Learning Language-guided Adaptive Hyper-modality Representation for Multimodal Sentiment Analysis
This addresses performance limitations in multimodal sentiment analysis for applications like social media analysis, though it is incremental as it builds on existing transformer-based methods.
The paper tackles the problem of sentiment-irrelevant and conflicting information hindering multimodal sentiment analysis by introducing an adaptive hyper-modality representation guided by language, achieving state-of-the-art performance on datasets like MOSI, MOSEI, and CH-SIMS.

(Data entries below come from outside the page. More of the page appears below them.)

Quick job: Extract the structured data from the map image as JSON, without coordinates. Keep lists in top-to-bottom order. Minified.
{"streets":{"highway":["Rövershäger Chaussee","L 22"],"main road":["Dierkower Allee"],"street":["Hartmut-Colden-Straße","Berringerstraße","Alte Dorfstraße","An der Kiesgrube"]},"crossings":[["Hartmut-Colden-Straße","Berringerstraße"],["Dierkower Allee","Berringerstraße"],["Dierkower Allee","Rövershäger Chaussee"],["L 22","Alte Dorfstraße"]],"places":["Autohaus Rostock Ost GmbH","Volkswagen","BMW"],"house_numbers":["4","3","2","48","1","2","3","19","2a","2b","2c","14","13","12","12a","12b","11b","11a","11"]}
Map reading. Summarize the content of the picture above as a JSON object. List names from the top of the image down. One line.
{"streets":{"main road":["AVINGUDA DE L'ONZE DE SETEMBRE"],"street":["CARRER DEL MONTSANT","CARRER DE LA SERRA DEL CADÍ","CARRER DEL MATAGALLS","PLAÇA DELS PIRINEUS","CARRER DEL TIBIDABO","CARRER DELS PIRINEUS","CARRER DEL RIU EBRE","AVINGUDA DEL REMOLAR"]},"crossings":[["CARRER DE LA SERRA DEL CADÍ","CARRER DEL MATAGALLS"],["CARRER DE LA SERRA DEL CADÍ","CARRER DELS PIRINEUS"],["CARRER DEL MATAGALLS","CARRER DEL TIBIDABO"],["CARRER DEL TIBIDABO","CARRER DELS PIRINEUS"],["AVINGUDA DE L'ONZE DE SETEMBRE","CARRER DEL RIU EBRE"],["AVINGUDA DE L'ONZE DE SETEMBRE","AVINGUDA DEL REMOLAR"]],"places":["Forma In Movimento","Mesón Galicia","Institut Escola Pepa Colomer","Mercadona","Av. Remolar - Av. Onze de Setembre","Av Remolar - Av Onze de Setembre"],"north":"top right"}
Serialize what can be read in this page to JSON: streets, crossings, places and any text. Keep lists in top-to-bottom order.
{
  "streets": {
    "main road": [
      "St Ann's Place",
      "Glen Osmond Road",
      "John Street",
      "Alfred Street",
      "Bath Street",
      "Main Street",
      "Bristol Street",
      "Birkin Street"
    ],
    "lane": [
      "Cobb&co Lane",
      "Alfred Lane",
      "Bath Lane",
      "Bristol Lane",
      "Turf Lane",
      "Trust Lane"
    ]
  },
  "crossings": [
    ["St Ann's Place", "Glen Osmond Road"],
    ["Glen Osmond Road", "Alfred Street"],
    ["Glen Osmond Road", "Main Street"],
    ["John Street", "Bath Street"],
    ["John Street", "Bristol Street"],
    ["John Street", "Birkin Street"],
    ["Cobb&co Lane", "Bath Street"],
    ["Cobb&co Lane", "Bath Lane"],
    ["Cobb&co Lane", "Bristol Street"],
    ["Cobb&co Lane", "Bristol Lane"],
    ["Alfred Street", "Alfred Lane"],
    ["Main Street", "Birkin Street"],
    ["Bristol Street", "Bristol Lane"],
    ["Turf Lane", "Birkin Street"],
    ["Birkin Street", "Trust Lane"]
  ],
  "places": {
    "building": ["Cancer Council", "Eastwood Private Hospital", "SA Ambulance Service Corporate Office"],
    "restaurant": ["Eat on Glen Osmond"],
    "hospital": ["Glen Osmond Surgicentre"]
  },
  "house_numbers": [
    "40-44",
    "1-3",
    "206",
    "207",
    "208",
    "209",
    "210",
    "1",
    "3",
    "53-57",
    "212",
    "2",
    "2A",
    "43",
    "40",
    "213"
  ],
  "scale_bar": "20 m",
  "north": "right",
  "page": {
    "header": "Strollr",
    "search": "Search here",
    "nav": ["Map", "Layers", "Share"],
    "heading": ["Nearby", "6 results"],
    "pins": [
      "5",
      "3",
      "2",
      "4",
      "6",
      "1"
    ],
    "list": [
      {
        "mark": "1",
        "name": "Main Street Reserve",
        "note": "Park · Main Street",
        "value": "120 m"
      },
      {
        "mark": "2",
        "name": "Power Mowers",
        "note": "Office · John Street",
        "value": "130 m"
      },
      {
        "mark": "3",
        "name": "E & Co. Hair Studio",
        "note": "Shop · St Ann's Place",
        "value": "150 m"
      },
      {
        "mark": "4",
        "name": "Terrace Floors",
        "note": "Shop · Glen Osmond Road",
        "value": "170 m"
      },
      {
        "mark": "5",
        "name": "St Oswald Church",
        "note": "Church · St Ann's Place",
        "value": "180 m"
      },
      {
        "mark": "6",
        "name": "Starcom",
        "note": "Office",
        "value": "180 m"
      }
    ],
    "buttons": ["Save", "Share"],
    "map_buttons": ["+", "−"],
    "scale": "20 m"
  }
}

Though Multimodal Sentiment Analysis (MSA) proves effective by utilizing rich information from multiple sources (e.g., language, video, and audio), the potential sentiment-irrelevant and conflicting information across modalities may hinder the performance from being further improved. To alleviate this, we present Adaptive Language-guided Multimodal Transformer (ALMT), which incorporates an Adaptive Hyper-modality Learning (AHL) module to learn an irrelevance/conflict-suppressing representation from visual and audio features under the guidance of language features at different scales. With the obtained hyper-modality representation, the model can obtain a complementary and joint representation through multimodal fusion for effective MSA. In practice, ALMT achieves state-of-the-art performance on several popular datasets (e.g., MOSI, MOSEI and CH-SIMS) and an abundance of ablation demonstrates the validity and necessity of our irrelevance/conflict suppression mechanism.